Patch: Dynamic hashtable sizing
brad at danga.com
Mon Aug 21 04:03:38 UTC 2006
Regarding the 'gotcha', though: How hard would an incremental copy be,
copying only 'n' buckets per event loop? You'd have to have a
'currently_at' position kept, and any changes made before that point while
you're still copying would need to be mirrored in the still-growing-slowly
larger copy. Then when you're all the way caught up, remove the old one,
and zero out the 'currently_at' position, indicating there's no copy in
Or, even simpler: no auto-resizing and just make the initial hashtable
size a function of the max memory parameter. A lot of data structures in
the Linux kernel work like that.
I'm just afraid this gotcha would result in unnecessary pain on the
mailing list.
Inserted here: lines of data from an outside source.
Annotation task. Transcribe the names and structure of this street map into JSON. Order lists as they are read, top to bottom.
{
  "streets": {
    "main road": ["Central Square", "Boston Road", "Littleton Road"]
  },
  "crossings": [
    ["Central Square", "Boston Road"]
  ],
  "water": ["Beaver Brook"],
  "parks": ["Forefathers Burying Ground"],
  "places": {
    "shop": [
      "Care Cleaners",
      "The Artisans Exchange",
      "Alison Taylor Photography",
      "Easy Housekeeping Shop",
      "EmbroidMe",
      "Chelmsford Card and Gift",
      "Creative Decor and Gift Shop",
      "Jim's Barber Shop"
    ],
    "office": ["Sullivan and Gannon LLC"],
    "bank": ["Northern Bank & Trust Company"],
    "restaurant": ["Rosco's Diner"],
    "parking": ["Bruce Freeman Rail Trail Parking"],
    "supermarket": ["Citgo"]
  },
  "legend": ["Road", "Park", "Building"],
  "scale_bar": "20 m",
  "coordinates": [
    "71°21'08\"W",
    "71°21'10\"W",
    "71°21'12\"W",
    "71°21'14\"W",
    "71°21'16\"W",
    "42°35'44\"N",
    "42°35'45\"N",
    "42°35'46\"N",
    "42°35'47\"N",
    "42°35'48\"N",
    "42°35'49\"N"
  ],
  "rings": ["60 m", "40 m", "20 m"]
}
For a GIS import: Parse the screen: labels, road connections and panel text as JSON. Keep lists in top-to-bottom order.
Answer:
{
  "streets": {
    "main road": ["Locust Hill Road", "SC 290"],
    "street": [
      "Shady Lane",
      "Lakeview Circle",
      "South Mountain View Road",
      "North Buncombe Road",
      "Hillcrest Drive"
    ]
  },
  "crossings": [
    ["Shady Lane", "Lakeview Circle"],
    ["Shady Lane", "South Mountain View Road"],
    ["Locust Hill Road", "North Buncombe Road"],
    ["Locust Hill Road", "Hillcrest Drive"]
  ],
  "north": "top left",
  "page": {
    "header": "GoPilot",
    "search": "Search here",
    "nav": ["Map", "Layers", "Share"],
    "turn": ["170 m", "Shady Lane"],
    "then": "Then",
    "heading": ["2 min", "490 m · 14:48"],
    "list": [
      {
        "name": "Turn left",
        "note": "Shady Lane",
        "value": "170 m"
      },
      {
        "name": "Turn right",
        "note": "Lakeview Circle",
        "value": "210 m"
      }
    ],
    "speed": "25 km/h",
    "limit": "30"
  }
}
And if people are doing aggressive monitoring, alerts
going off, and clients with small timeouts, rehashing unnecessarily.
Without knowing their CPU/memory speed, we can't even reliably say what
the delay would be.
So I'd like to go with either an incremental or dynamically-tuned-at-init
On Mon, 7 Aug 2006, Steven Grimm wrote:
> Here's a patch that squeezes another few percent of CPU time improvement
> out of our large caches. It adds auto-resize capability to the memcached
> hash table code.
> For small caches, this is a memory win because the initial size is now
> substantially lower, so the constant-factor memory overhead of memcached
> will be less. For large caches, this is a CPU time win because the old
> size (1 million buckets) was pretty easy to exceed substantially if you
> cached a lot of small items. One of our sets of servers has over 40
> million cache entries per server, which means that on average, the old
> code was having to do 40 string compares for each key in a "get" request.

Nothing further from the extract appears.